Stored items
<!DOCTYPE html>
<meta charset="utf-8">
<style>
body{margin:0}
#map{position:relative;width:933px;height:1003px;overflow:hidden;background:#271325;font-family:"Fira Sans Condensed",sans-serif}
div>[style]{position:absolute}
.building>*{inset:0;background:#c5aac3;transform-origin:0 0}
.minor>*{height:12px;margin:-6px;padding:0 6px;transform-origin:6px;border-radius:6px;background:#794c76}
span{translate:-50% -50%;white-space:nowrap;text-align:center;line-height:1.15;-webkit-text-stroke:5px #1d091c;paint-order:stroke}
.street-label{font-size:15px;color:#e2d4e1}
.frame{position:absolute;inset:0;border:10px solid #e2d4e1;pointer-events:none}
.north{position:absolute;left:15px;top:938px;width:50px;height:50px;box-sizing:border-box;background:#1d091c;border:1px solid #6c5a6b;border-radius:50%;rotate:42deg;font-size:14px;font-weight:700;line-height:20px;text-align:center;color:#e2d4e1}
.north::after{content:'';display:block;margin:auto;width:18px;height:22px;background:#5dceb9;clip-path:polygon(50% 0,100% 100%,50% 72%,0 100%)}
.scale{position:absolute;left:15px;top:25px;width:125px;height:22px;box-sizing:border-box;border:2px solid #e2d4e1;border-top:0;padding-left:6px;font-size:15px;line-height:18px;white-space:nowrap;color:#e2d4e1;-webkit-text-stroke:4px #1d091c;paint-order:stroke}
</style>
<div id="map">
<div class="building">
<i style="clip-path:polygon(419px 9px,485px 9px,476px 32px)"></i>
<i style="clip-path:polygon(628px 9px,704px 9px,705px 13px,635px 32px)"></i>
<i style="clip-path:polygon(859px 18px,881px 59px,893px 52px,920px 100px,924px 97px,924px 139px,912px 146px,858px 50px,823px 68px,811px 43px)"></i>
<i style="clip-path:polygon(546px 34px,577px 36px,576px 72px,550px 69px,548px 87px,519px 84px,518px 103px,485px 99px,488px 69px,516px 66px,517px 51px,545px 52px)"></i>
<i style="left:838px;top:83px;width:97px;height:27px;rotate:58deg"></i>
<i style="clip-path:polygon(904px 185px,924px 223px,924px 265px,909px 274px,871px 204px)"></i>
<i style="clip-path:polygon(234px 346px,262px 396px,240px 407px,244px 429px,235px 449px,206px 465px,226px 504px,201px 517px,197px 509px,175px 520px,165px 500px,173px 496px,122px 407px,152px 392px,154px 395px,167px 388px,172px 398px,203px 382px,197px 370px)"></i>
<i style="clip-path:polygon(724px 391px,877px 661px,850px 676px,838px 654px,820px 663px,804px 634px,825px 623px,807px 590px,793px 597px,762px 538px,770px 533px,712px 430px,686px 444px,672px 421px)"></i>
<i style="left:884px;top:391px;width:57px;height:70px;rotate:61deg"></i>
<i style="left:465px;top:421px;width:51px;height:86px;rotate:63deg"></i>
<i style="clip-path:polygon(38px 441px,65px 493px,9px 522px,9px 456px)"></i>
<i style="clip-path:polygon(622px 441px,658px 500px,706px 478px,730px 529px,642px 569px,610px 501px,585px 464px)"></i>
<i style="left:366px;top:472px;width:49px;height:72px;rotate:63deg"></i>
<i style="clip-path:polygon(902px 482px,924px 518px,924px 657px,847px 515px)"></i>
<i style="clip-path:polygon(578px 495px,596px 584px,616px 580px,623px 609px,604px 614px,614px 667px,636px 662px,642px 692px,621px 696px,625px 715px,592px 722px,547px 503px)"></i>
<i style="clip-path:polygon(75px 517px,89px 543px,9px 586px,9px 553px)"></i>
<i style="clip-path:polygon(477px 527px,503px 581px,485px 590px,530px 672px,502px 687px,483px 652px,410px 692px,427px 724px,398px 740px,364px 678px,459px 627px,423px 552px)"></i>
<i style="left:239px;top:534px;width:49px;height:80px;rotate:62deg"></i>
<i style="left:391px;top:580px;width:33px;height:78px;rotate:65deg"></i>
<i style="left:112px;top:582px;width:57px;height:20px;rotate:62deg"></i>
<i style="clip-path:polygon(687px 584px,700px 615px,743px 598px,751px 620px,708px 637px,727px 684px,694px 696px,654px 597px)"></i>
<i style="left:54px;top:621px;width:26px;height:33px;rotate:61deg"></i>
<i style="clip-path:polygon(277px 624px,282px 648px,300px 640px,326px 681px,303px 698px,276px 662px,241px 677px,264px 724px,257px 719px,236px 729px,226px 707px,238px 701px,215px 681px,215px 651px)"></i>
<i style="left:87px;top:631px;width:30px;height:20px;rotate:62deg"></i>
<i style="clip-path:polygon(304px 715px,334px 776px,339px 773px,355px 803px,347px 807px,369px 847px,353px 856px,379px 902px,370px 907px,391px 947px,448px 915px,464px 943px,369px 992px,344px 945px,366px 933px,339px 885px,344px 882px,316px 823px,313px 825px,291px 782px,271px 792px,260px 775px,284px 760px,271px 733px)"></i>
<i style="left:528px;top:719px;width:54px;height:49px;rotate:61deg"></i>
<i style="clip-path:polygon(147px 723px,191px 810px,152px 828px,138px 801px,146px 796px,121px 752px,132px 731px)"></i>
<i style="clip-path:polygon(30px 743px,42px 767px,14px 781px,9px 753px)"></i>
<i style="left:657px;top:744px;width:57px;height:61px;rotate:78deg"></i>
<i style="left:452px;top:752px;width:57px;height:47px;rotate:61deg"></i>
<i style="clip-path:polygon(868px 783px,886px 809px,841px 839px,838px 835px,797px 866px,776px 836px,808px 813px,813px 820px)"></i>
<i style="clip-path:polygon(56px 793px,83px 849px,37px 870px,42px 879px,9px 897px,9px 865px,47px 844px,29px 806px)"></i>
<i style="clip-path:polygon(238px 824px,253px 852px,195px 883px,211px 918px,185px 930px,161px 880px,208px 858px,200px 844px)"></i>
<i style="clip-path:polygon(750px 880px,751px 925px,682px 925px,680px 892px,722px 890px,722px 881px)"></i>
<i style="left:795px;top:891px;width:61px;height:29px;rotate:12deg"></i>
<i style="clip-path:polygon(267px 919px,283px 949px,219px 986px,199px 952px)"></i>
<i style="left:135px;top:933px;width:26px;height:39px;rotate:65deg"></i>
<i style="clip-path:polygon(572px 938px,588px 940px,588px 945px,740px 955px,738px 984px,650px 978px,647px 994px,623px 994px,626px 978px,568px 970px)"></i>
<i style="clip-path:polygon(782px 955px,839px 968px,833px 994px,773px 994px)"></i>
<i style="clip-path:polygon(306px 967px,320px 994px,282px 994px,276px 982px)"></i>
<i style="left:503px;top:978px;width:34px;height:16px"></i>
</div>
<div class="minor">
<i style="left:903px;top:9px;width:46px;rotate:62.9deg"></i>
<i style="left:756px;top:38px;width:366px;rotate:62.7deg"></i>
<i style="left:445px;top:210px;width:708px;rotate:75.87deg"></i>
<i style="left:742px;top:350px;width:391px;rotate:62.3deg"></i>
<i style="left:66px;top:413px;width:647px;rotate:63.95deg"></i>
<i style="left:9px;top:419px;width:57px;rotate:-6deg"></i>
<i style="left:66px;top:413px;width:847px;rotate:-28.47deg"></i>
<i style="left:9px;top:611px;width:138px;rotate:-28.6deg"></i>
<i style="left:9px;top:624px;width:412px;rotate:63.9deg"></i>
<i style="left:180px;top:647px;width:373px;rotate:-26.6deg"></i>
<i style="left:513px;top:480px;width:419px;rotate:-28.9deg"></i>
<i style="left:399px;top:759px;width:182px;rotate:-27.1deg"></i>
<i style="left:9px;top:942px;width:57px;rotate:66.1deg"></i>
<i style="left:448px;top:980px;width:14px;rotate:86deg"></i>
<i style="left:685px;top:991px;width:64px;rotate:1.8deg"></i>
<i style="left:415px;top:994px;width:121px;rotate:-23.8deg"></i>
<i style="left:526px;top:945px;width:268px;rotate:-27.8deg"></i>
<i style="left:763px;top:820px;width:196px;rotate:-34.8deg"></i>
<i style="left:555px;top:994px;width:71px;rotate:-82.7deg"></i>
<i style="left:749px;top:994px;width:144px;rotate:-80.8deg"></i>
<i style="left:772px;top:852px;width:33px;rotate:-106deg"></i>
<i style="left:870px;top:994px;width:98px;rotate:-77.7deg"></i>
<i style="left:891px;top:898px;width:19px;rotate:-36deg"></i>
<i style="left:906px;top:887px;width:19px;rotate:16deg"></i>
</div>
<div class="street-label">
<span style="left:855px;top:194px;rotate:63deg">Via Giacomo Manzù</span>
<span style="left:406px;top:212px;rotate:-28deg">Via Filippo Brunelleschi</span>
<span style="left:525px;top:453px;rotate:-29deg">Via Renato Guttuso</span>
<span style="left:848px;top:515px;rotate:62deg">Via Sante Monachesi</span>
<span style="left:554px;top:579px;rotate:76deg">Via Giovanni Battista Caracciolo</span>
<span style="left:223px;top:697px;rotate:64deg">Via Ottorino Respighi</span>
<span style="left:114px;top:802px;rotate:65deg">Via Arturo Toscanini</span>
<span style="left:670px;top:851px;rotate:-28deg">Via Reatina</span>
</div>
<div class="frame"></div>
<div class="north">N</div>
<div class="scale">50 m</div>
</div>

- WORK ORDER
What do the lines above say from the one containing "9px,704px 9px,705px 13px,635px" down to the one containing "346px,262px 396px,240px 407px,244px"? Return them exactly, both end lines included, and only them.

- ANSWER BOX
<i style="clip-path:polygon(628px 9px,704px 9px,705px 13px,635px 32px)"></i>
<i style="clip-path:polygon(859px 18px,881px 59px,893px 52px,920px 100px,924px 97px,924px 139px,912px 146px,858px 50px,823px 68px,811px 43px)"></i>
<i style="clip-path:polygon(546px 34px,577px 36px,576px 72px,550px 69px,548px 87px,519px 84px,518px 103px,485px 99px,488px 69px,516px 66px,517px 51px,545px 52px)"></i>
<i style="left:838px;top:83px;width:97px;height:27px;rotate:58deg"></i>
<i style="clip-path:polygon(904px 185px,924px 223px,924px 265px,909px 274px,871px 204px)"></i>
<i style="clip-path:polygon(234px 346px,262px 396px,240px 407px,244px 429px,235px 449px,206px 465px,226px 504px,201px 517px,197px 509px,175px 520px,165px 500px,173px 496px,122px 407px,152px 392px,154px 395px,167px 388px,172px 398px,203px 382px,197px 370px)"></i>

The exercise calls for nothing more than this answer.